И я, и мои друзья были очень бедны. Мы привыкли жить впроголодь и носить одежду, сшитую из солдатской шинели и гимнастерки. Хорошо одетые мальчики попадались необычайно редко. Они казались нам обитателями других планет.

Итак, мне было шестнадцать лет, когда я приехал в Москву. Я привез тетрадку стихов и умение ничего не есть по два дня подряд. В Москву я приехал учиться.
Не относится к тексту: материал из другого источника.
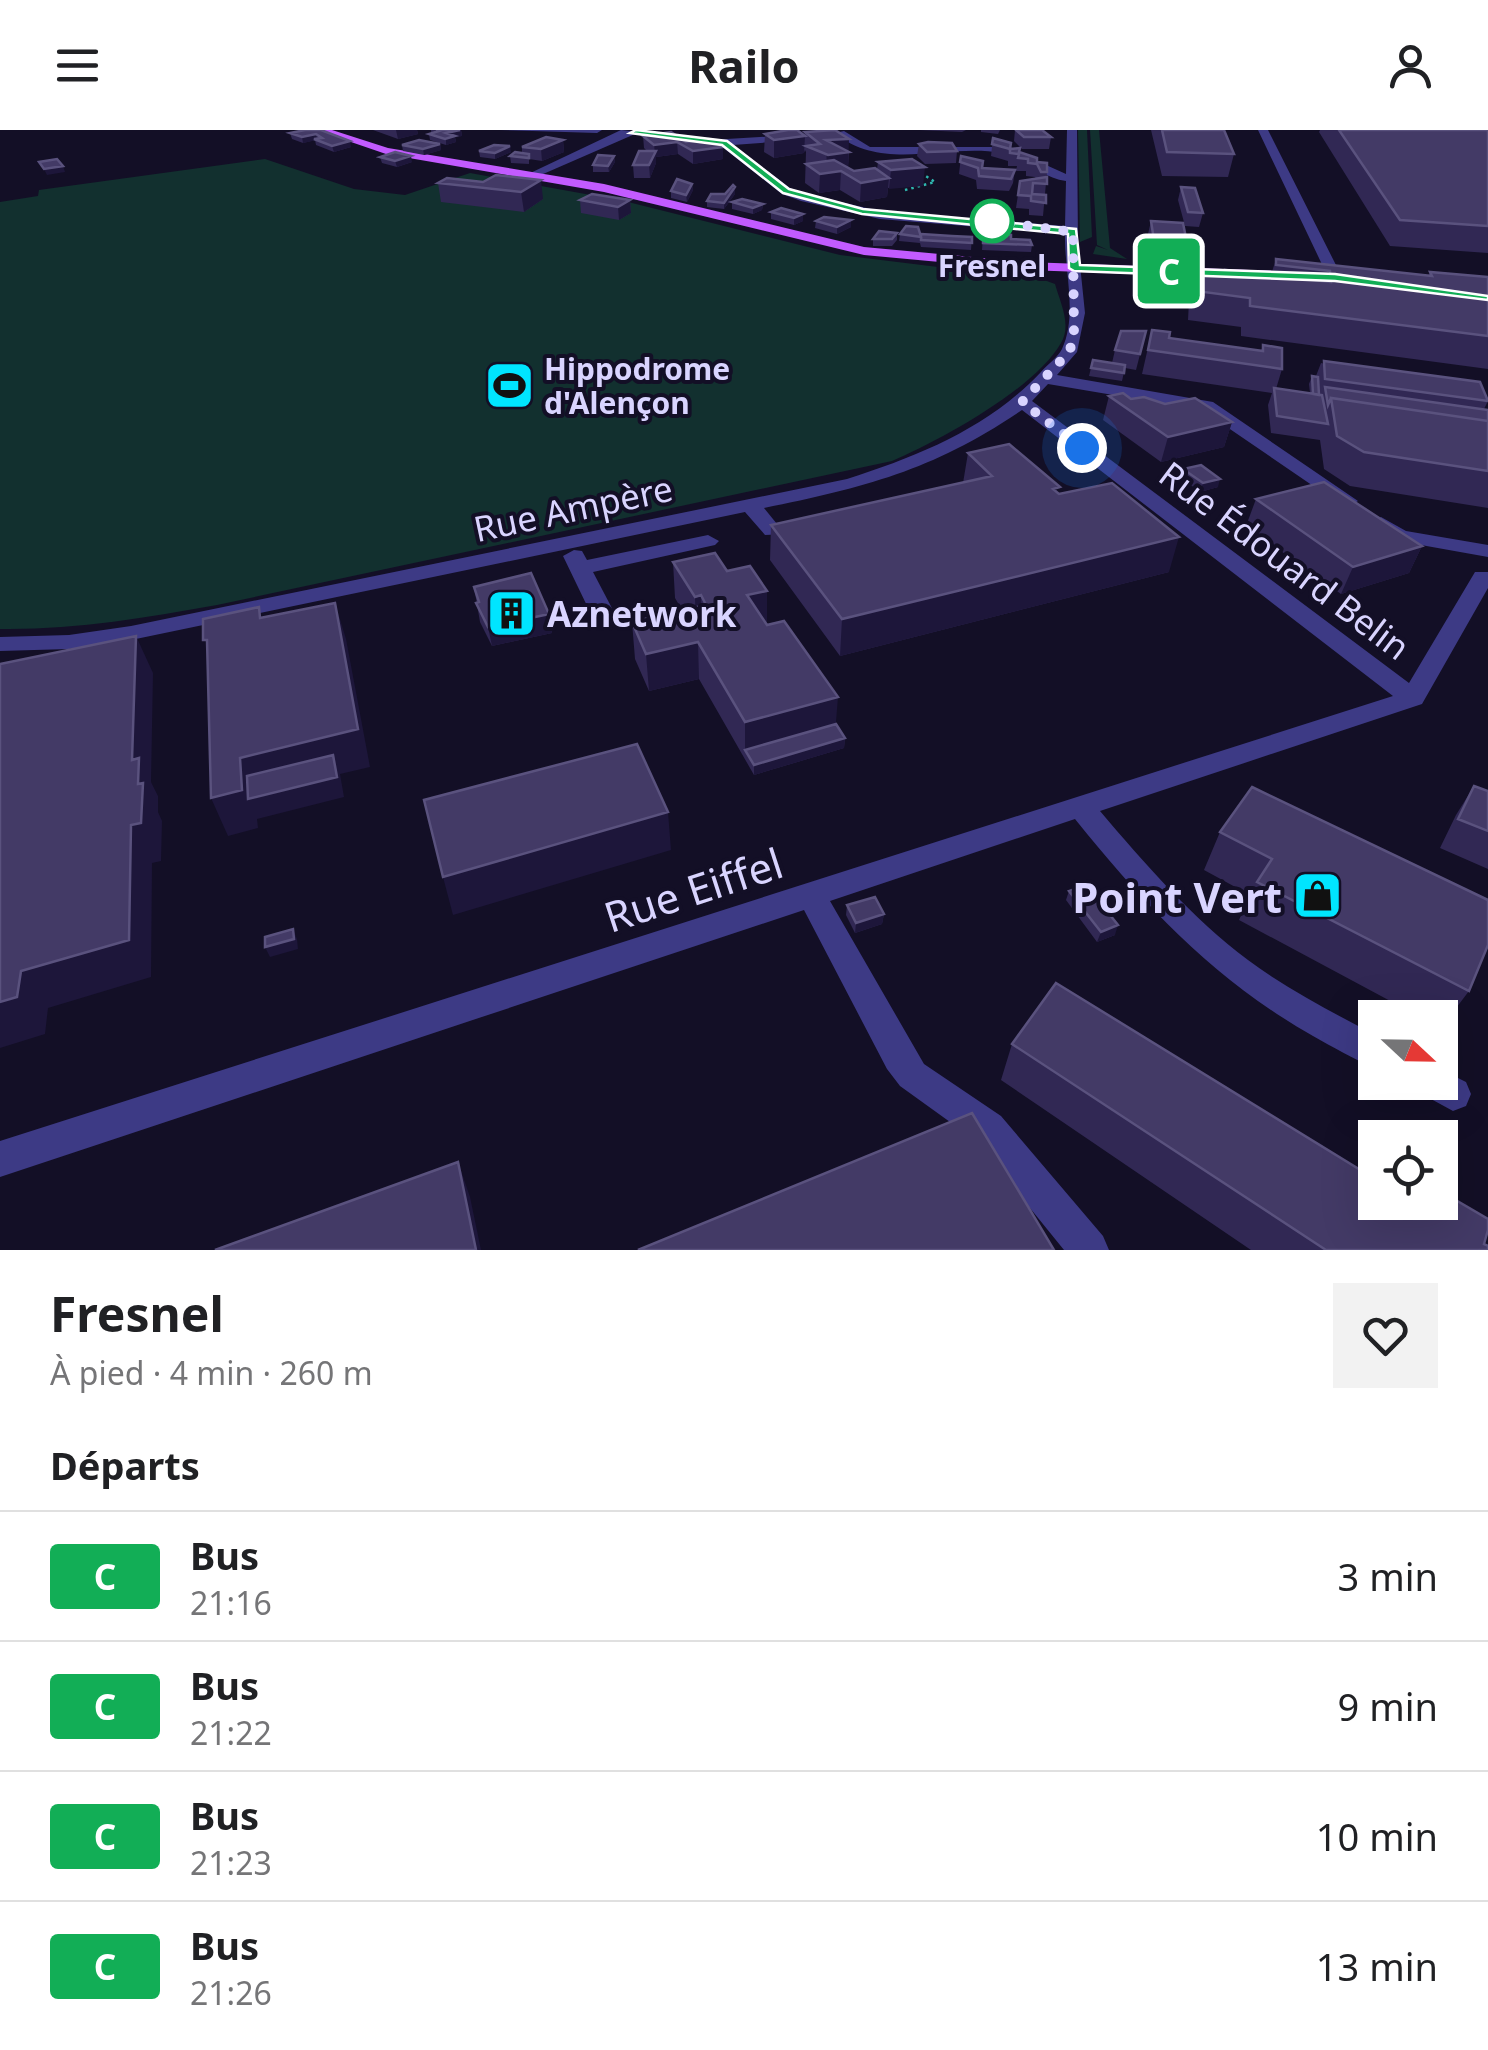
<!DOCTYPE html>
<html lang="fr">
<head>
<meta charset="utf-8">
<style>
	:root { --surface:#fff; --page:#f2f2f2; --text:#202124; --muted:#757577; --line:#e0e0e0 }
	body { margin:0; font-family:"Noto Sans",sans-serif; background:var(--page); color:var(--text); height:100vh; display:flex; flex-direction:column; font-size:38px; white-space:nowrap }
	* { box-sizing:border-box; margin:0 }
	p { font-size:32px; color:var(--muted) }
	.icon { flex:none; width:55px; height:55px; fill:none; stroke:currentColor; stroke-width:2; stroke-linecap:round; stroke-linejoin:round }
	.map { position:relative; height:1120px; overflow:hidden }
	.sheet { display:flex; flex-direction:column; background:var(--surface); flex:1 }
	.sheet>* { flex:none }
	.badge { padding:0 20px; border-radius:8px; font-size:35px; line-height:65px }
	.needle { width:65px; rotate:112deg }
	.buttons { position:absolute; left:1358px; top:870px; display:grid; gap:20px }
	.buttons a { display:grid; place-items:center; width:100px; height:100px; border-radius:0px; background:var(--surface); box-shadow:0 10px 40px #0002; font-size:50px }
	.you { position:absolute; width:50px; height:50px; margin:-25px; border:8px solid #fff; border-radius:50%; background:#1a73e8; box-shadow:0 0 0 15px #1a73e833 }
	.map>.badge { position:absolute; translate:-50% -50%; box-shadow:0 0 0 5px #fff }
	h2 { padding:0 50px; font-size:38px; line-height:90px }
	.round { display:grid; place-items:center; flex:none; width:105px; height:105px; border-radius:0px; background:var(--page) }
	.headline { display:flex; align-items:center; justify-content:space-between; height:170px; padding:0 50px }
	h1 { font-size:48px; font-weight:700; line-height:75px }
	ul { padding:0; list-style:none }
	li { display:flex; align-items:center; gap:30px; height:130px; padding:0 50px; border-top:2px solid var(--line) }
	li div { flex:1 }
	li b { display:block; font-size:38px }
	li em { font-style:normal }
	li .badge { min-width:110px; font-weight:700; text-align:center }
	header { display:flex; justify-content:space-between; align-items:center; height:130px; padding:0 50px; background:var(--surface); font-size:45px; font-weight:700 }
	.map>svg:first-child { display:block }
</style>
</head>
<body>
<header><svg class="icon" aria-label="menu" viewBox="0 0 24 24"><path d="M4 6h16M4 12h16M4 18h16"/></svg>Railo<svg class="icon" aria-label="person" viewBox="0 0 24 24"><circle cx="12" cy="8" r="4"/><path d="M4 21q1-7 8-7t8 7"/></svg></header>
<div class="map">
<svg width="1488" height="1120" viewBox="0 0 1488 1120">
	<rect width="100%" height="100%" fill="#130f26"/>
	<path fill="#12302f" d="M1078 0H1087L1092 107 1080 112Z
		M1090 0H1099L1110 118 1127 129 1093 124 1096 116 1108 120 1097 115Z
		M265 29 354 59 405 65 470 43 624 71 840 125 1044 150 1055 154C1060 172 1072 195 1061 213 1035 259 939 311 892 331L217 475C145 488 74 500 0 499V72L38 66 39 60Z"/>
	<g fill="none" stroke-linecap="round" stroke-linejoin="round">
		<path stroke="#2fb8b0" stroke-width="2.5" stroke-dasharray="2.5 4" stroke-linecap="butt" d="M905 60 935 52 918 41"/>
		<path fill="#3d3a85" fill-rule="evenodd" d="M499 0H602L597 3Z
			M621 0 710 10 796 5 800 10 733 15 790 58 805 64 880 81 1065 96 1066 51C1042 48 1024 27 1002 23 945 13 883 43 835 3L844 1 870 17H1006L1066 44 1067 0H1077L1078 115 1085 183 1077 222 1057 245 1213 272 1358 371 1348 377 1341 375 1202 280 1048 254 1032 271 1409 553 1475 442H1488V458L1422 574 1100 681C1145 734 1192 788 1248 830 1287 859 1332 882 1375 905V938C1353 929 1333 917 1313 906 1213 849 1147 778 1075 689L830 771 924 934 1001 986 1103 1106 1109 1120H1064L975 1010 900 956 887 939 804 780 0 1047V1011L1393 566 1022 280C934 340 866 357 764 378L777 394 809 395 812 399 809 403 765 405 745 382 131 510 69 519 0 521V507L69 505 131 496 847 349C919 326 988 298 1041 242 1047 235 1058 227 1062 219 1078 184 1064 141 1065 104L880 89 801 71 782 64 721 16 635 4 534 48 524 46Z
			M1258 0H1268L1342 147 1340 150 1328 147Z
			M1381 387 1406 401 1488 415V427L1393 410 1371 393Z
			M708 405 719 411 715 415 593 442 615 484 603 491 591 484 563 426 574 420 582 421 587 430Z
			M1440 939 1466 952 1471 964 1466 976 1453 981 1420 963 1415 952H1440Z"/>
		<path fill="#c25bff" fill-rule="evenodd" d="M316 0H332L388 18 604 54 864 117 1026 132 1304 142 1311 146 1304 150 1026 140 864 125 604 62 386 24Z"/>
	</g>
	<path fill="#312854" d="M305 0 351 17 334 22 316 15 315 10 303 13 292 9 290 3Z
		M373 0H417L418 4 398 9Z
		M431 0H461L462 6 455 7 456 12 446 15 430 10 429 4 431 3Z
		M919 0H966L962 2Z
		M981 0H1000L998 4 981 2Z
		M1015 0 1051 7 1049 19H1022L1014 11Z
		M1151 0H1224L1234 24 1228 47 1162 46Z
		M1320 0H1488V123L1390 116 1319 2Z
		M805 2 849 22 848 38 854 41 877 39 878 32 923 56 888 58 887 67 860 72 840 60 819 63 805 53 806 22 805 20 804 23 774 28 764 22 765 4 804 5Z
		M643 6 723 17V29L693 34 678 24 656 27V33L650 48H634L633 35 647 21 644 18Z
		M993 8 1037 32 1047 42 1043 86 1029 85V79L1016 78 1020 51 1036 49 1035 47 1026 46V41H1016L1017 36H1008V31L991 26Z
		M563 10 564 22 542 31 529 29V34L511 33 510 26 522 23V17Z
		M440 14 441 20 424 25 403 21 402 15Z
		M919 14 957 21 956 33 925 34 917 26Z
		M479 21 511 22 495 29 480 27Z
		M614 26 615 32 609 42H593V35Z
		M961 26 982 38 1015 40 1013 53 1009 61 977 59 976 50 959 44Z
		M380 27 412 32 397 37 382 33Z
		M483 52 543 69 524 82 441 72 438 53Z
		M692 54 693 60 687 72 671 68V61Z
		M1181 57 1203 83 1199 97 1185 96 1178 70Z
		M735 64 724 79 707 77V71Z
		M580 70H630L631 83 619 90 581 83Z
		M732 72 763 74 762 80 753 84 732 79Z
		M771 82 803 84V91L794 95 771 89Z
		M851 90V97L837 104 815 98 816 91Z
		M1151 91 1187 113 1184 127 1151 124 1148 104Z
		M897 103V110L892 116H873V109Z
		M900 104 972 107 971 120 921 117 920 113 899 111Z
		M983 107 1011 109 1032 115 1031 122 982 120Z
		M1276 129 1428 146 1430 142 1488 147V239L1241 206V197L1188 190 1189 171 1196 143 1223 146 1225 140 1271 145Z
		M1152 200 1169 208 1261 221 1263 215 1282 239 1276 259 1310 263 1309 254 1312 246H1316L1321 233 1488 271 1484 279 1488 280V378L1350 356 1324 339 1320 310 1271 303 1268 275 1272 263 1142 244Z
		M1146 201 1136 240 1125 238 1122 251 1089 246 1093 230 1112 233 1115 220Z
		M1109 266 1165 274 1232 292 1224 317 1161 332 1103 290Z
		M968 323 1058 364 1169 442 840 526 770 430 771 395 963 353Z
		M1183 339 1218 357 1200 362 1180 347Z
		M1256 369 1422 416 1409 443 1341 464 1246 396Z
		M673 432 727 441 767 461V495L845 608 844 618 754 645 699 549 649 561 635 529 632 492 682 480 675 468Z
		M474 457 549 484 552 503 492 516 480 492Z
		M1474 656 1488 661V739L1440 718 1456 685Z
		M1252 657 1469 861 1441 898 1440 888H1422L1239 790 1250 765 1204 740 1220 702Z
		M1069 761 1115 805 1097 812 1066 770Z
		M847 775 884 784 882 794 855 803 846 785Z
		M1012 914 1375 1049 1484 1114 1488 1120H1251L1001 950Z"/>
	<path fill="#1d163a" d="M396 0H417L418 4 398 9Z
		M461 0 462 6 455 7 456 12 446 15V3Z
		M316 4 317 10 303 13 302 7Z
		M805 6 804 23 774 28V10Z
		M849 9 848 40 841 41 840 60 819 63 820 44 827 43 826 10Z
		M563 10 564 22 542 31 541 19Z
		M350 11 351 17 334 22 332 16Z
		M677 12 678 24 656 27V33L650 48 649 35 655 23 654 15Z
		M440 14 441 20 424 25 423 19Z
		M510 16 511 22 495 29V23Z
		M723 17V29L693 34V21Z
		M411 26 412 32 397 37 395 31Z
		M614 26 615 32 609 42 608 36Z
		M63 36 65 42 47 45 44 39Z
		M925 37 923 56 889 59 891 40Z
		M889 48 887 67 860 72 861 53Z
		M541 50 543 69 524 82 521 62Z
		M692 54 693 60 687 72 686 65Z
		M735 57V64L724 79V73Z
		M630 70 631 83 619 90 618 77Z
		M763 74 762 80 753 84V78Z
		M803 84V91L794 95V88Z
		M851 90V97L837 104V97Z
		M1232 292 1224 317 1161 332 1168 307Z
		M1220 349 1218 357 1200 362 1203 353Z
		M1179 407 1169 442 840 526 842 489Z
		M1422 416 1409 443 1341 464 1353 437Z
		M767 461V497L747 465Z
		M701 465 702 502 696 503 695 467Z
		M335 473 346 509 370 637 340 644 344 667 257 689 258 698 228 706 211 668 240 628Z
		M549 484 552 503 492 516 488 497Z
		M136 506 153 543 151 652 158 666V682L162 691 161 731 152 733 151 847 48 878 45 904 0 918V872L21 841 131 695 138 654 132 630Z
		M698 512 699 549 649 561 646 524Z
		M838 567 835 604 745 620V592Z
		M845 608 844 618 754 645V635Z
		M668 682 671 720 453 785 443 747Z
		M884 784 882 794 855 803 856 793Z
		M1118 795 1115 805 1097 812 1101 802Z
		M293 799 297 809 298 819 270 827 265 817Z
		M458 1032 470 1067 481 1120H476Z"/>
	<path fill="#433a66" stroke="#5a527e" stroke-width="2.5" d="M305 0H321L350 11 332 16 314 9 322 8 316 4 302 7 290 3Z
		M436 0H460L446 3 455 6 445 9 429 4 439 1Z
		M788 0H797L805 6 774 10 765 4Z
		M835 0 849 9 826 10 849 22 828 25 806 16 820 14 805 2Z
		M1016 0H1042L1051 7H1024Z
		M1162 0H1224L1234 24 1167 22Z
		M1339 0H1488V96L1400 90Z
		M671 2 686 12 709 9 723 17 693 21 677 12 654 15 643 6Z
		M546 7 563 10 541 19 522 17Z
		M993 8 1011 13 1010 19 1020 18 1019 22 1037 28V32L1047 33V42H1041L1037 34 1028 33V29L1018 28 1019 24 1010 23V19L992 14Z
		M419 10 440 14 423 19 402 15Z
		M928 12 952 13 957 21 927 22 919 14Z
		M494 15 510 16 495 23 479 21Z
		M639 21H656L649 35H633Z
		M395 22 411 26 395 31 380 27Z
		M515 22 529 24V28L510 26Z
		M598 25 614 26 608 36 593 35Z
		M961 26 983 31 982 38 1015 40 1011 49 979 46 978 38 960 32Z
		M57 29 63 36 44 39 39 32Z
		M912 29 925 37 891 40 878 32Z
		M834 30 854 41 875 38 889 48 861 53 841 41 820 44 806 34Z
		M496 45 541 50 521 62 438 53 447 48 483 52Z
		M1047 47V54L1033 53 1032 64 1046 65V73L1031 71V66L1018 65 1020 51Z
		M677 49 692 54 686 65 671 61Z
		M733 55 735 57 724 73 707 71 711 64H725Z
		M1181 57 1195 58 1203 83 1188 82Z
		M592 64 630 70 618 77 580 70Z
		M742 69 763 74 753 78 732 72Z
		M781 78 803 84 794 88 771 82Z
		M824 87 851 90 837 97 816 91Z
		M1151 91 1183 93 1187 113 1154 110Z
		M906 96 918 97 921 107 900 104Z
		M879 101 897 103 892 109H873Z
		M921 104 952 106 972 107V113L921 110Z
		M992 104 1011 105V109L1030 110 1032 115 983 113V107L992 108Z
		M1276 129 1432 146 1430 142 1488 147V206L1250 176V168L1196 161V143L1225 146V140L1331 152 1330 141 1276 135Z
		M1152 200 1170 202 1169 208 1263 221V215L1282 218V239L1148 220Z
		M1121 201H1146L1140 224 1115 220Z
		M1093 230 1125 235 1124 243 1091 238Z
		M1324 231 1480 252 1488 271 1325 249Z
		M1312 246 1318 247 1319 265 1313 264Z
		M1325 257 1488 280V291L1331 268 1328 275Z
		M1274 258 1322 265 1328 294 1277 286Z
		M1123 263 1131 269 1144 267 1165 274 1195 268 1232 292 1168 307 1109 266Z
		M1331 268 1488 291V341L1364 322 1337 306Z
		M1009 314 1060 357 1053 359 1059 364 1112 353 1179 407 842 489 771 395 992 346 968 323Z
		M1201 335 1220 349 1203 353 1183 339Z
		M1324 352 1422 416 1353 437 1256 369Z
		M715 423 727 441 750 436 767 461 747 465 767 495 784 491 838 567 745 592 698 512 646 524 632 492 706 475 701 465 695 467 673 432Z
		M531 443 549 484 488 497 476 473 479 472 474 457Z
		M335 473 358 599 240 628 242 660 211 668 207 510H203V489L259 477 260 488Z
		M136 506 132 630 139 628 138 654 143 653 141 693 131 695 129 810 21 841 17 867 0 872V534Z
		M836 594 845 608 754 635 745 620Z
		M637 614 668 682 443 747 424 670Z
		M333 625 337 647 248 669 247 646Z
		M1474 656 1488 661V701L1458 689Z
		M1252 657 1488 770V815L1469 861 1257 752 1272 729 1220 702Z
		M1086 755 1118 795 1101 802 1069 761Z
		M875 767 884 784 856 793 847 775Z
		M293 799 294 809 265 817V807Z
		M1056 853 1375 1049V1072H1440V1061L1488 1089V1100L1484 1114 1488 1116V1120H1326L1012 914Z
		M972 983 1054 1120H638Z
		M458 1032 476 1120H215Z"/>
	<path fill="#12ae56" stroke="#fff" stroke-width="2.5" d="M636 0 727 11 789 59 863 79 1076 99 1080 135 1335 144 1488 166V170L1335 151 1074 141 1069 138 1068 104 862 84 783 63 722 15 630 3Z"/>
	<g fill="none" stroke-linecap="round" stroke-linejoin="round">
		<path stroke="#d9d4ff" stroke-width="10" stroke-dasharray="0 18" d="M992 91 1073 102 1074 208 1069 222 1022 272 1082 318"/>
	</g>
	<defs>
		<symbol id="stadium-square" viewBox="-11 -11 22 22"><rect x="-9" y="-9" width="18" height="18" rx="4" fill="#00e5ff" stroke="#130f26"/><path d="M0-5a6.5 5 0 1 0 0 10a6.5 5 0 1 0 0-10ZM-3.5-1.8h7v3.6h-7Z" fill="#111"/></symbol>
		<symbol id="building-square" viewBox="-11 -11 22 22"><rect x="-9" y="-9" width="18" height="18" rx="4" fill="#00e5ff" stroke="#130f26"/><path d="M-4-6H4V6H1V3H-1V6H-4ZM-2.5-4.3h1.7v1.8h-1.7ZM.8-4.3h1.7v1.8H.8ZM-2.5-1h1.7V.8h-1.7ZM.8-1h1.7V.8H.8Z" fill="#111"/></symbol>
		<symbol id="shop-square" viewBox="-11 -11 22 22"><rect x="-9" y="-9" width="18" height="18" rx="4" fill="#00e5ff" stroke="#130f26"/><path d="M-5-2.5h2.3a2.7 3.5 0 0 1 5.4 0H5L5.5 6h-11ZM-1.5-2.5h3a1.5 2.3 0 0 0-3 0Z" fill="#111"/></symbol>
	</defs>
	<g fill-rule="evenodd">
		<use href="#stadium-square" x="482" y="228" width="55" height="55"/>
		<use href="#building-square" x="484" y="456" width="55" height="55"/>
		<use href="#shop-square" x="1290" y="738" width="55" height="55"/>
	</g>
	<circle fill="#fff" stroke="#12ae56" stroke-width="5" cx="992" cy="91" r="20"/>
	<g text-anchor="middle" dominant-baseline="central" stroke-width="8" stroke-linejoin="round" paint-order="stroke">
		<g font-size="30" font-weight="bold" fill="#d9d4ff" stroke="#130f26">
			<text x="992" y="135">Fresnel</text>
		</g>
		<g font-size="30" font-weight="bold" fill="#d9d4ff" stroke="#130f26" text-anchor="start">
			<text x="544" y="238">Hippodrome<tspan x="544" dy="34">d'Alençon</tspan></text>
		</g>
		<g font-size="35" fill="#d9d4ff" stroke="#130f26">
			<text transform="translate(573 378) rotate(-12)">Rue Ampère</text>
			<text transform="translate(1285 430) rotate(37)">Rue Édouard Belin</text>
		</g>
		<g font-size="35" font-weight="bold" fill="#d9d4ff" stroke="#130f26" text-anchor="start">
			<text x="547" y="483">Aznetwork</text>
		</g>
		<g font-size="42" fill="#d9d4ff" stroke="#130f26">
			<text transform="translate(693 759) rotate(-18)">Rue Eiffel</text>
		</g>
		<g font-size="42" font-weight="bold" fill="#d9d4ff" stroke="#130f26" text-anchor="end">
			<text x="1282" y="766">Point Vert</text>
		</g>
	</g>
</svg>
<div class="buttons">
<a><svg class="needle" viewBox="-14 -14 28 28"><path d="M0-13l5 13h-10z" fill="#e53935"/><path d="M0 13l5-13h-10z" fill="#757577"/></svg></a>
<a><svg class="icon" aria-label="locate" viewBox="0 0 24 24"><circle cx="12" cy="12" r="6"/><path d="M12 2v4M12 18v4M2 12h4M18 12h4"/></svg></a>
</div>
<div class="you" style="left:1082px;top:318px"></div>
<b class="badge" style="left:1169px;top:141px;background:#12ae56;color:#fff">C</b>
</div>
<section class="sheet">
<div class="headline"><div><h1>Fresnel</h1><p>À pied · 4 min · 260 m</p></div><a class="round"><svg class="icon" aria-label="heart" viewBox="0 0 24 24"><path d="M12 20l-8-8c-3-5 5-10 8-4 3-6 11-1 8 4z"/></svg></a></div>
<h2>Départs</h2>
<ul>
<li><span class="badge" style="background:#12ae56;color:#fff">C</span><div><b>Bus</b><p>21:16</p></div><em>3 min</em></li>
<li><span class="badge" style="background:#12ae56;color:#fff">C</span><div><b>Bus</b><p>21:22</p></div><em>9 min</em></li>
<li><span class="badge" style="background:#12ae56;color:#fff">C</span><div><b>Bus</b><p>21:23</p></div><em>10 min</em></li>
<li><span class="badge" style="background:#12ae56;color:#fff">C</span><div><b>Bus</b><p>21:26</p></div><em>13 min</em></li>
</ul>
</section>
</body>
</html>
После экзаменов, состоявших из чтения моих собственных стихов и разговоров о литературе, я был принят в учебное заведение, где так же, как теперь в Литературном институте, из юношей, без различия — талантливых или бесталанных, — пытались изготовить беллетристов и поэтов. Одним из моих экзаменаторов был Георгий Аркадьевич Шенгели. Я никогда не видел человека, одетого так, как он. На нем был сюртук — долгополый, профессорский сюртук, короткие, до колен, черные брюки, жившие второй жизнью: когда-то они были длинны, их износили, потом — обрезали и остатками починили просиженные места. На ногах у профессора — солдатские обмотки. На носу ловко сидит чеховское пенсне. Шенгели молод, особенно для профессора. Голос у него глубокого мягкого тембра, низкий и очень гибкий. Я угадал сразу: профессор из наших краев, человек южный. И правда — он из Керчи, в Москве не так уж давно. Он был комиссаром искусств в Севастополе. Он любит оружие, так же, как и я. Пройдет время — он будет вести занятия в тюрьме, в литературном кружке, состоящем из заключенных. Поэтому ему выдадут револьвер, и он мне его покажет, и мы будем чистить его вместе, три раза в неделю.

Мне казалось странным, что Шенгели — профессор. Для меня он был — поэт. Я не думал, что человек одновременно может быть и поэтом, и ученым. Я еще в детстве, года три тому назад, прочел книгу его стихотворений “Раковина”. А теперь он подарил мне свой “Трактат о русском стихе”.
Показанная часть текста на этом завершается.